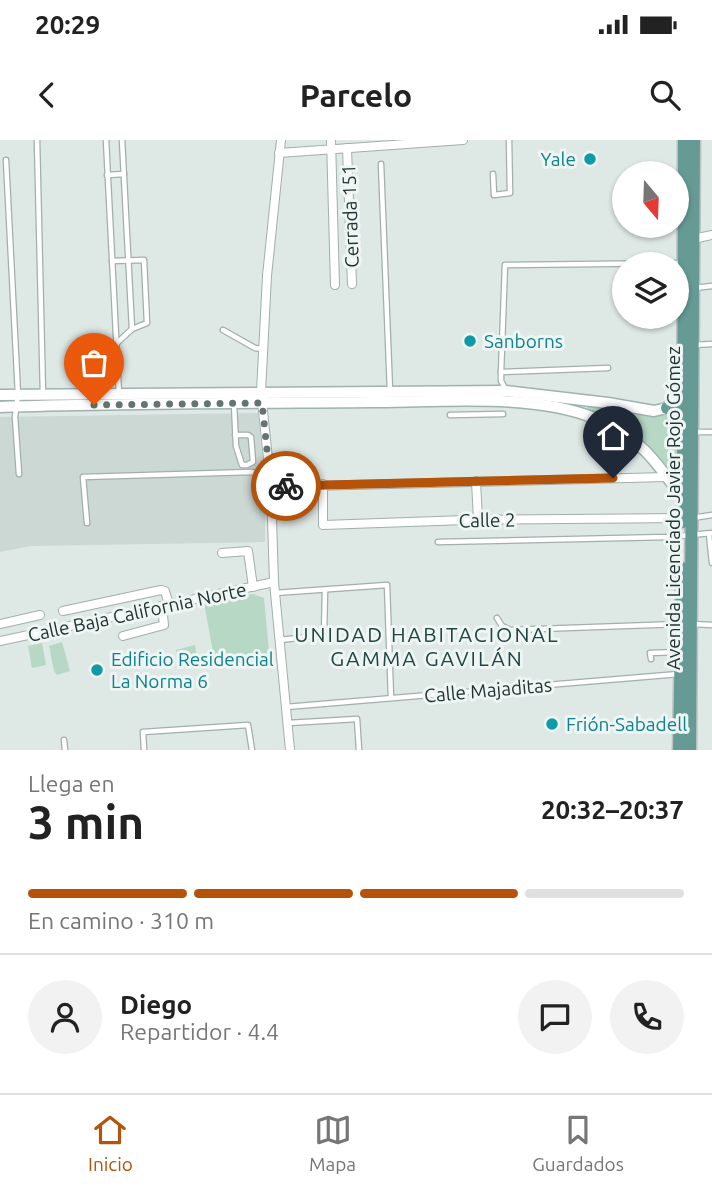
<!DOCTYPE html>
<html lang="es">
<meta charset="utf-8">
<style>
body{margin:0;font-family:Ubuntu,sans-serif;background:#f2f2f2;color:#222;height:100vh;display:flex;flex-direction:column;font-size:26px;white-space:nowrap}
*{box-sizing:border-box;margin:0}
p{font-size:23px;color:#767676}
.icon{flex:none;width:38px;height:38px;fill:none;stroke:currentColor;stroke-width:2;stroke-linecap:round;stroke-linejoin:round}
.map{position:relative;height:610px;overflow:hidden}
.drawer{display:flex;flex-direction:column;background:#fff;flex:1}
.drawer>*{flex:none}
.needle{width:46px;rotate:161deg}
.buttons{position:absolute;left:612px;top:21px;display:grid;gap:14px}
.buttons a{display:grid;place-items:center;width:77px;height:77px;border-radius:50%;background:#fff;box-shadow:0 2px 5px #0004;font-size:35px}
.pin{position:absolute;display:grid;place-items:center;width:60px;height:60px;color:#fff;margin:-72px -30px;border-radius:50% 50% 50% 0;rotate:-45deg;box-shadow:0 0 7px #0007}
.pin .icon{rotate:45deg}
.courier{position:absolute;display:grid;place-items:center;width:70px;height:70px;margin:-35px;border:5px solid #b45309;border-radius:50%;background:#fff;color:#222;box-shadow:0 2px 9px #0007}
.summary em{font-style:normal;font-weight:600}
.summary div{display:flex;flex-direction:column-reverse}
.summary{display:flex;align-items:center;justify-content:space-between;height:119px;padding:0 28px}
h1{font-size:46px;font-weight:600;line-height:52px}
.bar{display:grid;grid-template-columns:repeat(4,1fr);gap:10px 7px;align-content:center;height:84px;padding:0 28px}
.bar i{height:9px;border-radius:5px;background:#e0e0e0}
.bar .selected{background:#b45309}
.bar p{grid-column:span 4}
.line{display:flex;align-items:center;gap:18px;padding:0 28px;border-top:2px solid #e0e0e0}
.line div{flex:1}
.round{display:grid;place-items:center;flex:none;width:74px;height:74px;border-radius:37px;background:#f2f2f2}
.status{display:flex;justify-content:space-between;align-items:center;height:49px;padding:0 35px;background:#fff;direction:ltr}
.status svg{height:19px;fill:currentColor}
header{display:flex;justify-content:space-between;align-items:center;height:91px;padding:0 28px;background:#fff;font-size:32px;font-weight:600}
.tab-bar{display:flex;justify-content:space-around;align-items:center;height:98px;border-top:2px solid #e0e0e0;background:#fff;font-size:19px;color:#767676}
.tab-bar a{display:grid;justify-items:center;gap:4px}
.tab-bar .selected{color:#b45309}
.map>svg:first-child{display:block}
</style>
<div class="status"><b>20:29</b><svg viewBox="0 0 49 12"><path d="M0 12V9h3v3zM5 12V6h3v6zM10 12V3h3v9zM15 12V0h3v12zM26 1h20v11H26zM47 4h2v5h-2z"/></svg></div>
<header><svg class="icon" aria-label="back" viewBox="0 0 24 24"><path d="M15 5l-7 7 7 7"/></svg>Parcelo<svg class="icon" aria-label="search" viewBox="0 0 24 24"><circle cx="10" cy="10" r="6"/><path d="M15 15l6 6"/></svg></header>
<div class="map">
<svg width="712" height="610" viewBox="0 0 712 610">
<rect width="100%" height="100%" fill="#dee8e5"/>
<polygon fill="#ccd8d4" points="258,273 265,345 265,402 31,406 0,412 0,277"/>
<g fill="#b8d8c6">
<path d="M589 264 679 269 678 340C660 331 655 312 641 299 625 286 604 279 585 271Z"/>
<polygon points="253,454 264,458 269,512 264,521 261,512 215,523 204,463"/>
<polygon points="62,502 70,531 57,535 54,531 49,506"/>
<polygon points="42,503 46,525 32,528 28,506"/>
<polygon points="195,505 198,522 180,526 176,510"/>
</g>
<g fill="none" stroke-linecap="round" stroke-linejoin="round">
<defs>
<g id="service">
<polyline points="37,0 43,255"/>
<polyline points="106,0 119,254"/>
<polyline points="6,20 18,254 15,277 19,334"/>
<polyline points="381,24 390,251"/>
<polyline points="493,34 494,55 510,53 509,0"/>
<polyline points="107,35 124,34"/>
<polyline points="112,121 144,120 147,183 132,189"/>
<polyline points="694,148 712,146"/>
<polyline points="223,190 255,208 263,209"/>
<polyline points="116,204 132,189 122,0"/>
<polyline points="693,205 712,204"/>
<polyline points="501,232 505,125 683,123"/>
<polyline points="505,248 501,241 501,232 608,228"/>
<polyline points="234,264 236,306 242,325 247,325 253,322 251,297 248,295 235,295"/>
<polyline points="450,275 503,274"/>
<polyline points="693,292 712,292"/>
<polyline points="692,378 712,375"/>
<polyline points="87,383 83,337 251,332 270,335"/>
<polyline points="709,394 712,423"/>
<polyline points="438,402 668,397 712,393"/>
<polyline points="275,453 387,445 391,558"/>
<polyline points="497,478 502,486 510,490 680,484"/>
<polyline points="692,484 712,485"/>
<polyline points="280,500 324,495 325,450"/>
<polyline points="651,519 650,513 678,512"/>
<polyline points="286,567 679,534"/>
<polyline points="288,583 357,579 359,610"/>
<polyline points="64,600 65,610"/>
<polyline points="144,610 143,592 248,585 252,610"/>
</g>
<g id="minor">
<polyline points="281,0 267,136 261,252 271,347 274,442 290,610"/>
<polyline points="331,0 335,145"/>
<polyline points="347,8 352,144"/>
<polyline points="279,13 463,0"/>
<polyline points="693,99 712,95"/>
<polyline points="476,341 478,380"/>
<polyline points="323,344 323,385 466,380 685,378"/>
<polyline points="271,347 667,337"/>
<polyline points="222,413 248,411 253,447"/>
<polyline points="63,471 161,450 165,451 169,465"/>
<polyline points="0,484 40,475"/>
<polyline points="123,496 164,485 162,466"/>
<polyline points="0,501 274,442"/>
</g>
<g id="secondary">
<polyline points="0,255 506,251 608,263 654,271 667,268 683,245"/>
<path d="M0 267C124 263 249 263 373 262 440 262 532 253 594 278 638 295 657 322 683 359"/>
</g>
<g id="primary">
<polyline points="667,268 688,268"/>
<polyline points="683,382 684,0"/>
<polyline points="679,610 682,428"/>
<polyline points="690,610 694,0"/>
</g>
</defs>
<use href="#service" stroke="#a2afac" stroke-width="7"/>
<use href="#minor" stroke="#a2afac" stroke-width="10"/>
<use href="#secondary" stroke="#9eb3af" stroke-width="13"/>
<use href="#primary" stroke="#bcc3c2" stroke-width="15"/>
<use href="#service" stroke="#fff" stroke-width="4.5"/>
<use href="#minor" stroke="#fff" stroke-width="8"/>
<use href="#secondary" stroke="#fff" stroke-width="10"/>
<use href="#primary" stroke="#669a95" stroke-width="12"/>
</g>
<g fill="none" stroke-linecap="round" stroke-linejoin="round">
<polyline stroke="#637472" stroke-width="7" stroke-dasharray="0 12.6" points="94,265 262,263 271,347 286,346"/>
<polyline stroke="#b45309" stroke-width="9" points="286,346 613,338"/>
</g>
<g fill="#0f9aa8" stroke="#eef5f3" stroke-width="2.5">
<circle cx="590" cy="19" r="7"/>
<circle cx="470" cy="201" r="7"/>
<circle cx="97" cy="530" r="7"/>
<circle cx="552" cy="584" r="7"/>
</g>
<g text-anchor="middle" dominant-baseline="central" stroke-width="6" stroke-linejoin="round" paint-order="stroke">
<g font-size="19" fill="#0d838f" stroke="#eef5f3" text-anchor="start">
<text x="576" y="19" text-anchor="end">Yale</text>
<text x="484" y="201">Sanborns</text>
<text x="111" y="519">Edificio Residencial<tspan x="111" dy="22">La Norma 6</tspan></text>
<text x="566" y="584">Frión-Sabadell</text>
</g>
<g font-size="19" fill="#213634" stroke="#eef5f3">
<text transform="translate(350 76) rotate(-92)">Cerrada 151</text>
<text transform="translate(673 368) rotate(-90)">Avenida Licenciado Javier Rojo Gómez</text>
<text transform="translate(487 380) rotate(-1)">Calle 2</text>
<text transform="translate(137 472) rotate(-12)">Calle Baja California Norte</text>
<text transform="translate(488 550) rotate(-5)">Calle Majaditas</text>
</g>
<g font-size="21" letter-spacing="2" fill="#1f4643" stroke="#eef5f3">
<text x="427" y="494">UNIDAD HABITACIONAL<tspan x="427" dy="24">GAMMA GAVILÁN</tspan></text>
</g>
</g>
</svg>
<div class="buttons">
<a><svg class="needle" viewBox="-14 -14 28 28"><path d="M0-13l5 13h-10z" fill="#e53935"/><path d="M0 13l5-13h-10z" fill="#767676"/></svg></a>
<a><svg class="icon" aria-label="layers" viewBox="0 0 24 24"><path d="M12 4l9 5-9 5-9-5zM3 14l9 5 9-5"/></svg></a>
</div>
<div class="pin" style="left:94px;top:265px;background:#ea580c"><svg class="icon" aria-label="bag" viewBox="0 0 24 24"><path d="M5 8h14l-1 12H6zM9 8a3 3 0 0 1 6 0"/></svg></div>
<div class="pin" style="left:613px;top:338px;background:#1f2937"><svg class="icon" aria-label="home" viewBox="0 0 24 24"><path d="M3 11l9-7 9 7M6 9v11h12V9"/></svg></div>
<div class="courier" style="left:286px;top:346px"><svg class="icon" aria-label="bike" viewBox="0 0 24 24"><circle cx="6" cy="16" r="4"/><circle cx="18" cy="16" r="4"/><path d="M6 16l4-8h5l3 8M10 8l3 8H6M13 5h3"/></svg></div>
</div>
<section class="drawer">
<div class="summary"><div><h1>3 min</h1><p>Llega en</p></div><em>20:32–20:37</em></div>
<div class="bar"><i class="selected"></i><i class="selected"></i><i class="selected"></i><i></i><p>En camino · 310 m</p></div>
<div class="line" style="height:126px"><a class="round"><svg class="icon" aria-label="person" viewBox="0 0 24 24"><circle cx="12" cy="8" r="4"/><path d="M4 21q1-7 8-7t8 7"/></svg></a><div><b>Diego</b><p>Repartidor · 4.4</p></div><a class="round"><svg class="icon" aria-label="chat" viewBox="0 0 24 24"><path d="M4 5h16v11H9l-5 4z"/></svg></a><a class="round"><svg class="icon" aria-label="phone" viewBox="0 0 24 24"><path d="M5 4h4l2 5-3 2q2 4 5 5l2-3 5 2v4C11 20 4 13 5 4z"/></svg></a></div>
</section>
<nav class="tab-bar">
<a class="selected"><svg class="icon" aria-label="home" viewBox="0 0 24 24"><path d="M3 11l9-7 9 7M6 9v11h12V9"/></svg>Inicio</a>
<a><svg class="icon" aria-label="map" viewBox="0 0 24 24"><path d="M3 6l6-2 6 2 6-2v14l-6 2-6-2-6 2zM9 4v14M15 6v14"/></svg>Mapa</a>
<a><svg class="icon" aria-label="saved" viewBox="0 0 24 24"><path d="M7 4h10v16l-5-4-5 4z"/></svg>Guardados</a>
</nav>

# # #

• _What the task requires_: Some lines in the material contain "summary". Show all of them.

• _Answer section_:
.summary em{font-style:normal;font-weight:600}
.summary div{display:flex;flex-direction:column-reverse}
.summary{display:flex;align-items:center;justify-content:space-between;height:119px;padding:0 28px}
<div class="summary"><div><h1>3 min</h1><p>Llega en</p></div><em>20:32–20:37</em></div>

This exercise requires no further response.